To further assess the tumor selectivity of H1D8 in vivo, we simultaneously implanted CD44s-OE cells and CD44v-OE cells in the opposite sites of each nude mouse to perform xenograft experiments as shown in Fig. 4A; then, we intravenously injected the mice with a prepared Cy5-labeled H1D8 (H1D8–Cy5 conjugate, 1 mg/kg) or isotype IgG (Isotype–Cy5 conjugate, 1 mg/kg), respectively, to monitor tissue localization. In line with the in vitro analysis, the H1D8 mAb selectively accumulated in the grafted tumors formed by CD44v-OE cells within 6 hours (Fig. 4B). We also carried out detailed tissue distribution analysis of H1D8 using tumor-bearing mouse necropsy samples. A significantly higher H1D8 signal was evident in CD44v-OE cell-derived tumors versus control tumors (Fig. 4C); signals were also observed in the lungs and livers (Fig. 4D and E), similar with previous findings (47, 48). Interestingly, the signals in the lungs and livers rapidly decreased within 24 hours after H1D8–Cy5 conjugate injection, whereas the signal in CD44v-positive tumor tissues remained high and was still detectable after 48 hours (Fig. 4F). These data implied that H1D8 accumulates preferentially in CD44v5-positive tumor tissues in vivo, and the nonspecific accumulation in the liver and lung was rapidly attenuated. In support of these findings, we prepared formaldehyde-fixed paraffin sections and performed IHC assays by using horseradish peroxidase–conjugated goat anti-hIgG (human IgG) antibody to investigate the tissue distribution of H1D8. As predicted, H1D8 was specifically enriched in CD44v-positive tumors and distributed from the boundary region to the core region (Fig. 4G).

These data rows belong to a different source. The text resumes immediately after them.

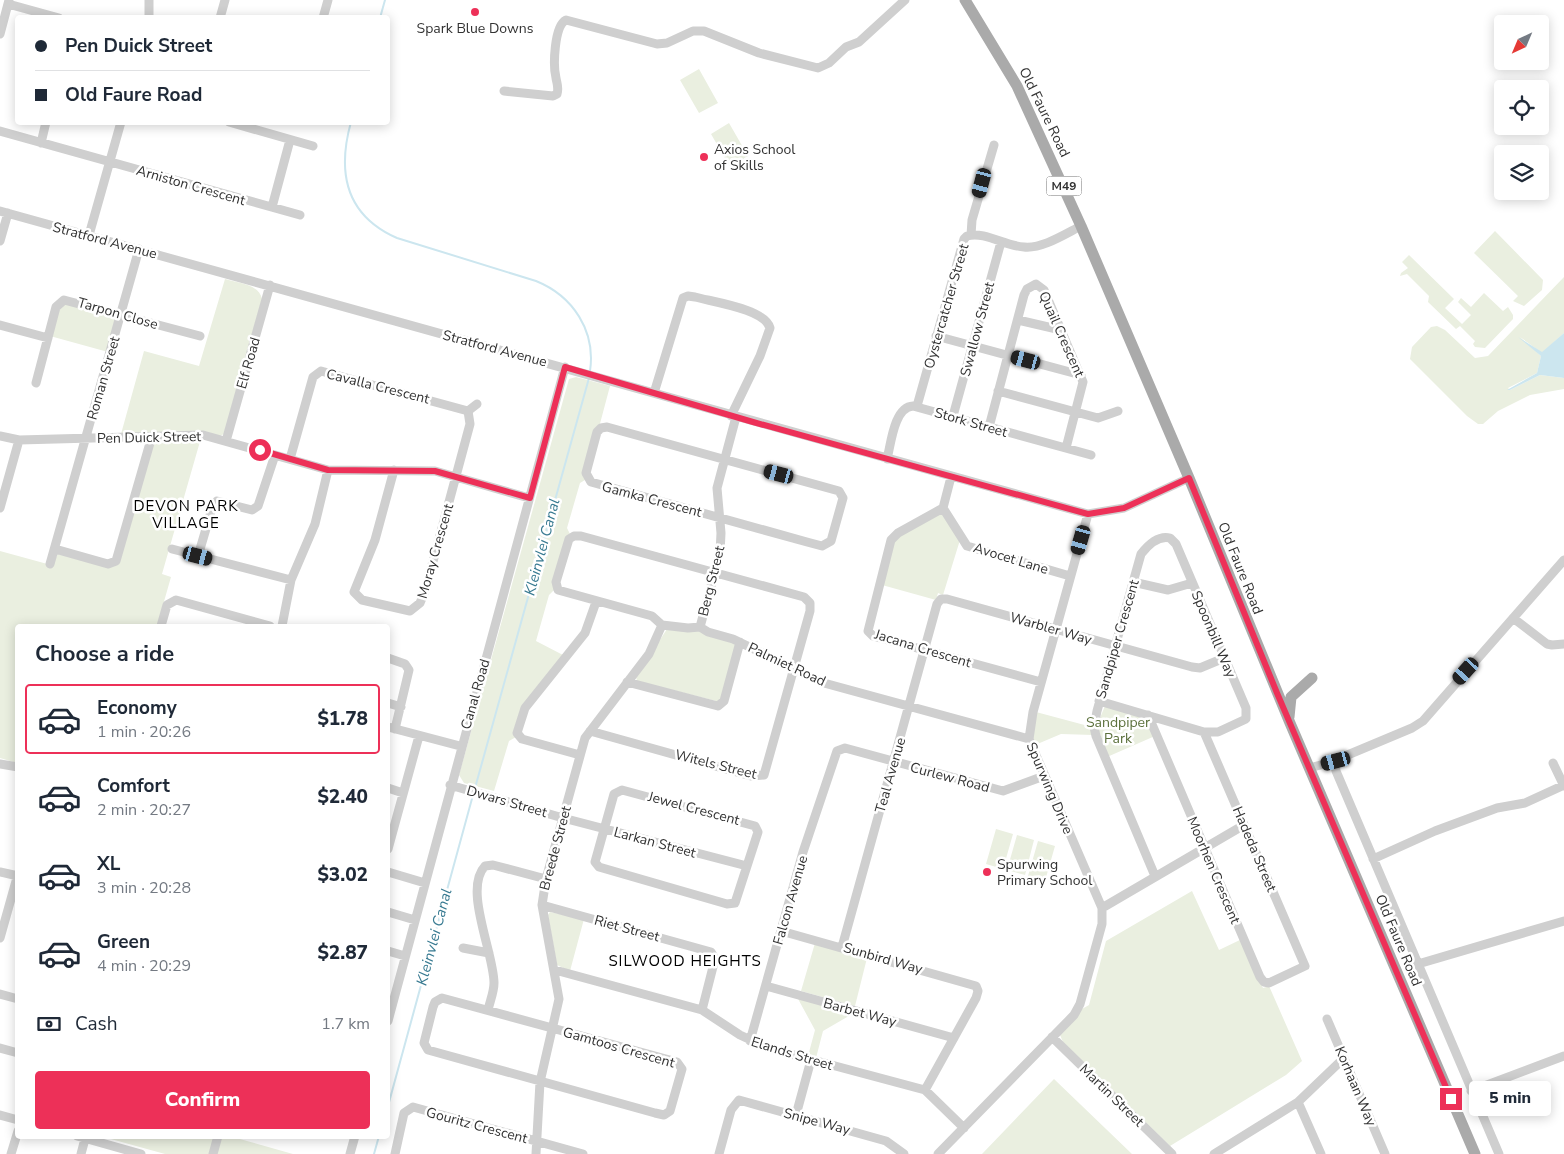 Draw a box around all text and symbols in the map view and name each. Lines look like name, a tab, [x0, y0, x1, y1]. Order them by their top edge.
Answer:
marker: Spark Blue Downs	[469, 6, 481, 18]
north arrow	[1494, 15, 1549, 70]
map controls	[1494, 15, 1549, 200]
place label: Spark Blue Downs	[417, 19, 534, 38]
text: Pen Duick Street	[65, 33, 212, 59]
street label: Old Faure Road	[1015, 64, 1075, 160]
button: locate	[1494, 80, 1549, 135]
text: Old Faure Road	[65, 82, 202, 108]
place label: Axios School of Skills	[714, 140, 796, 175]
button: layers	[1494, 145, 1549, 200]
marker: Axios School of Skills	[698, 151, 710, 163]
street label: Arniston Crescent	[134, 161, 248, 210]
car	[970, 167, 993, 199]
road number: M49	[1046, 177, 1082, 196]
street label: Stratford Avenue	[51, 217, 159, 264]
street label: Oystercatcher Street	[920, 241, 973, 371]
street label: Swallow Street	[956, 280, 999, 378]
street label: Quail Crescent	[1034, 288, 1089, 380]
street label: Tarpon Close	[75, 293, 160, 334]
street label: Stratford Avenue	[441, 325, 549, 372]
street label: Roman Street	[82, 334, 125, 422]
street label: Elf Road	[232, 335, 265, 391]
car	[1009, 349, 1042, 371]
street label: Cavalla Crescent	[324, 365, 431, 408]
street label: Stork Street	[932, 403, 1010, 442]
street label: Pen Duick Street	[97, 427, 201, 448]
route start	[249, 439, 271, 461]
car	[762, 463, 795, 485]
street label: Gamka Crescent	[600, 477, 704, 522]
district label: DEVON PARK VILLAGE	[133, 496, 239, 533]
water label: Kleinvlei Canal	[519, 496, 565, 598]
street label: Moray Crescent	[413, 501, 458, 601]
street label: Old Faure Road	[1213, 519, 1268, 617]
car	[1069, 524, 1092, 556]
street label: Avocet Lane	[971, 538, 1051, 579]
street label: Berg Street	[694, 544, 729, 618]
car	[181, 545, 214, 567]
street label: Sandpiper Crescent	[1091, 577, 1144, 701]
street label: Spoonbill Way	[1187, 588, 1241, 681]
street label: Warbler Way	[1008, 608, 1095, 649]
street label: Jacana Crescent	[871, 624, 974, 672]
street label: Palmiet Road	[745, 638, 829, 691]
text: Choose a ride	[35, 639, 174, 669]
car	[1450, 655, 1481, 687]
street label: Canal Road	[456, 657, 495, 732]
text: Economy	[97, 695, 177, 721]
icon: car	[37, 697, 82, 742]
text: $1.78	[317, 706, 368, 732]
park label: Sandpiper Park	[1086, 713, 1150, 748]
text: 1 min · 20:26	[97, 721, 191, 743]
street label: Teal Avenue	[871, 735, 910, 815]
street label: Spurwing Drive	[1022, 739, 1077, 837]
street label: Witels Street	[673, 745, 759, 784]
car	[1319, 750, 1352, 772]
street label: Curlew Road	[908, 758, 992, 797]
text: Comfort	[97, 773, 170, 799]
icon: car	[37, 775, 82, 820]
street label: Dwars Street	[464, 781, 549, 822]
text: $2.40	[317, 784, 368, 810]
street label: Jewel Crescent	[645, 787, 742, 830]
text: 2 min · 20:27	[97, 799, 191, 821]
street label: Breede Street	[535, 804, 576, 892]
street label: Hadeda Street	[1228, 804, 1281, 895]
street label: Moorhen Crescent	[1182, 814, 1245, 927]
street label: Larkan Street	[612, 822, 698, 863]
text: XL	[97, 851, 120, 877]
icon: car	[37, 853, 82, 898]
street label: Falcon Avenue	[769, 853, 812, 947]
place label: Spurwing Primary School	[997, 855, 1093, 890]
text: $3.02	[317, 862, 368, 888]
marker: Spurwing Primary School	[981, 866, 993, 878]
text: 3 min · 20:28	[97, 877, 191, 899]
water label: Kleinvlei Canal	[411, 886, 457, 988]
street label: Old Faure Road	[1371, 891, 1426, 989]
street label: Riet Street	[592, 911, 662, 946]
text: Green	[97, 929, 150, 955]
icon: car	[37, 931, 82, 976]
street label: Sunbird Way	[841, 938, 926, 979]
text: $2.87	[317, 940, 368, 966]
district label: SILWOOD HEIGHTS	[608, 951, 762, 971]
text: 4 min · 20:29	[97, 955, 191, 977]
street label: Barbet Way	[821, 994, 899, 1032]
icon: cash	[35, 1010, 63, 1038]
text: Cash	[75, 1011, 117, 1037]
text: 1.7 km	[321, 1013, 370, 1035]
street label: Gamtoos Crescent	[561, 1022, 677, 1073]
street label: Elands Street	[749, 1032, 835, 1075]
street label: Korhaan Way	[1330, 1043, 1381, 1130]
street label: Martin Street	[1075, 1060, 1148, 1131]
button: Confirm	[35, 1071, 370, 1129]
callout: 5 min	[1468, 1082, 1551, 1116]
text: 5 min	[1489, 1087, 1531, 1109]
route end	[1440, 1088, 1462, 1110]
street label: Gouritz Crescent	[424, 1103, 530, 1148]
street label: Snipe Way	[781, 1103, 853, 1140]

In the magnified view of tumor tissue, H1D8 was mostly localized in the cell membrane, whereas it could also be detected in the cytoplasm of some cells, which indicated the internalization of H1D8 in vivo. However, no visible staining was observed in other normal tissues (Fig. 4H). These findings in animal models further strengthen the findings regarding the selective anchor receptor CD44v5-mediated retention of H1D8 antibody in grafted tumors.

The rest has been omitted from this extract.